Collected data
'''
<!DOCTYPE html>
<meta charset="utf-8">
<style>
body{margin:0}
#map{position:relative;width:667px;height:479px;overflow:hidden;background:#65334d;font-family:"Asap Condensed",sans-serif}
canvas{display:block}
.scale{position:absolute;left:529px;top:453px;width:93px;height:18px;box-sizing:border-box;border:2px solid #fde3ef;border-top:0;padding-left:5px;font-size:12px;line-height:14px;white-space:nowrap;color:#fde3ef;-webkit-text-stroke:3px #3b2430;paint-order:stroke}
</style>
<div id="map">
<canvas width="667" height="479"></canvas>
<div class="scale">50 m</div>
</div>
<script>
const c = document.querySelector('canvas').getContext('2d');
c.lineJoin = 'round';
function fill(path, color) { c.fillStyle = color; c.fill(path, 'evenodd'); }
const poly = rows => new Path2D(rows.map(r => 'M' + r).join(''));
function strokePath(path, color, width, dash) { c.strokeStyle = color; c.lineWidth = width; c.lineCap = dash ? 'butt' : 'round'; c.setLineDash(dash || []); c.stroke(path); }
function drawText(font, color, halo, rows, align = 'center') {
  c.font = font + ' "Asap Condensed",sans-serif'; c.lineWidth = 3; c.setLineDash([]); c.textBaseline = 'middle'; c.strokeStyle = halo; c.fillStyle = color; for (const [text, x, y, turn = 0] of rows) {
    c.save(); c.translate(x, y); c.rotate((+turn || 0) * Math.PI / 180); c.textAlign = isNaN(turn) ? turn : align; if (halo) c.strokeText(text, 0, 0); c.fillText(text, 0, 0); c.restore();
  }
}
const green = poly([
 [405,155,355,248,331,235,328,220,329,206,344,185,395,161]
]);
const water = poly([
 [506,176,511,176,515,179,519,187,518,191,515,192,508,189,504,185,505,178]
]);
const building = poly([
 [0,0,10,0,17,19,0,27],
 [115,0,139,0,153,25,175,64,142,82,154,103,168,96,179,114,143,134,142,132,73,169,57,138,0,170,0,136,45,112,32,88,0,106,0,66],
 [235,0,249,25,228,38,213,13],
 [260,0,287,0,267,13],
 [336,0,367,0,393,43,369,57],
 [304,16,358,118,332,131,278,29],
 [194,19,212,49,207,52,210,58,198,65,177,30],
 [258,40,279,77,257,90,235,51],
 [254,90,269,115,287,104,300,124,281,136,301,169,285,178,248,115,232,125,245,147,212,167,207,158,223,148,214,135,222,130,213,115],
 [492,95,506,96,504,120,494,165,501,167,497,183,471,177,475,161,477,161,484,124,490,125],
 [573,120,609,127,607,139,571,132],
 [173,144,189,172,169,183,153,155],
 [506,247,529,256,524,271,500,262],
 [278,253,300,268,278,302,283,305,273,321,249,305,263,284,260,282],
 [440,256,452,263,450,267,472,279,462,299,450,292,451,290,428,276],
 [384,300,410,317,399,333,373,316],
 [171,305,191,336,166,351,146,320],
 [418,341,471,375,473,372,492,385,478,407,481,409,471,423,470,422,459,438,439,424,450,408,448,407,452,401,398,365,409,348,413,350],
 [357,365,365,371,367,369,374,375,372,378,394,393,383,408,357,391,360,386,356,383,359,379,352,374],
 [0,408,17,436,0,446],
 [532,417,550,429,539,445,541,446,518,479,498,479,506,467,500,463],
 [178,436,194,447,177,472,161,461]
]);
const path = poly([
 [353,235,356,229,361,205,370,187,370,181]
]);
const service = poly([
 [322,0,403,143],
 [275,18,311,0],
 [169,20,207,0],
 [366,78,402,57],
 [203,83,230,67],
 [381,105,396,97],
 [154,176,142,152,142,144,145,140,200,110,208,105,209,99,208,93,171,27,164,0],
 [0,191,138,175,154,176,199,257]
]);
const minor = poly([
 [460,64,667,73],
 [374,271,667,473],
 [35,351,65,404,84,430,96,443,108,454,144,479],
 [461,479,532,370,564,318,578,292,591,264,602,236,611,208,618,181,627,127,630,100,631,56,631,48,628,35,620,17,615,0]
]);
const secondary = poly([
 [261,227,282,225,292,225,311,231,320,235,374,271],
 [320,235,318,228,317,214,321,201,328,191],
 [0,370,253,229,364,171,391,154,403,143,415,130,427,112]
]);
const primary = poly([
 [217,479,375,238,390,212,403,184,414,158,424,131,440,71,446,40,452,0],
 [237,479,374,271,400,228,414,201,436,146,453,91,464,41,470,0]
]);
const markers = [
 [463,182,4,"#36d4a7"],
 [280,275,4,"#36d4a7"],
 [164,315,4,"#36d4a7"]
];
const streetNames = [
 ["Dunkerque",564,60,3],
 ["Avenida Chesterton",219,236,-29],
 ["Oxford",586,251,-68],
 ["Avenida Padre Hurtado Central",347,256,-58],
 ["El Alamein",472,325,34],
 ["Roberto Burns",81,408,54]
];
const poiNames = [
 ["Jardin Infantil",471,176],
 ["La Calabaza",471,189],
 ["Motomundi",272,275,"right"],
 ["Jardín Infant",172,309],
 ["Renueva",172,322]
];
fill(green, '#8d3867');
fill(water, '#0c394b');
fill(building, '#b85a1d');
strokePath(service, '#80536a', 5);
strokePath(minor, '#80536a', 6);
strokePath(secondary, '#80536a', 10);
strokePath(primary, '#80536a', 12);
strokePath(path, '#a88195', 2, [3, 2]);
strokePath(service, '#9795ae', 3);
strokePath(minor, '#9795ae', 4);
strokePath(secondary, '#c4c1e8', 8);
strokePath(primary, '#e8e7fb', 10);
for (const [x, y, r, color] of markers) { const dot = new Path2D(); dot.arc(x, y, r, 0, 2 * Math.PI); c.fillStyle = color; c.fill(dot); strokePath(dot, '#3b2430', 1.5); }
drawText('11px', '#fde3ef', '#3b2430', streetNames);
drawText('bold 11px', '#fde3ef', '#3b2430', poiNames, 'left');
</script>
'''
_Brief:_ For this exercise, copy every line of the data that holds "function".

_Solution below:_
function fill(path, color) { c.fillStyle = color; c.fill(path, 'evenodd'); }
function strokePath(path, color, width, dash) { c.strokeStyle = color; c.lineWidth = width; c.lineCap = dash ? 'butt' : 'round'; c.setLineDash(dash || []); c.stroke(path); }
function drawText(font, color, halo, rows, align = 'center') {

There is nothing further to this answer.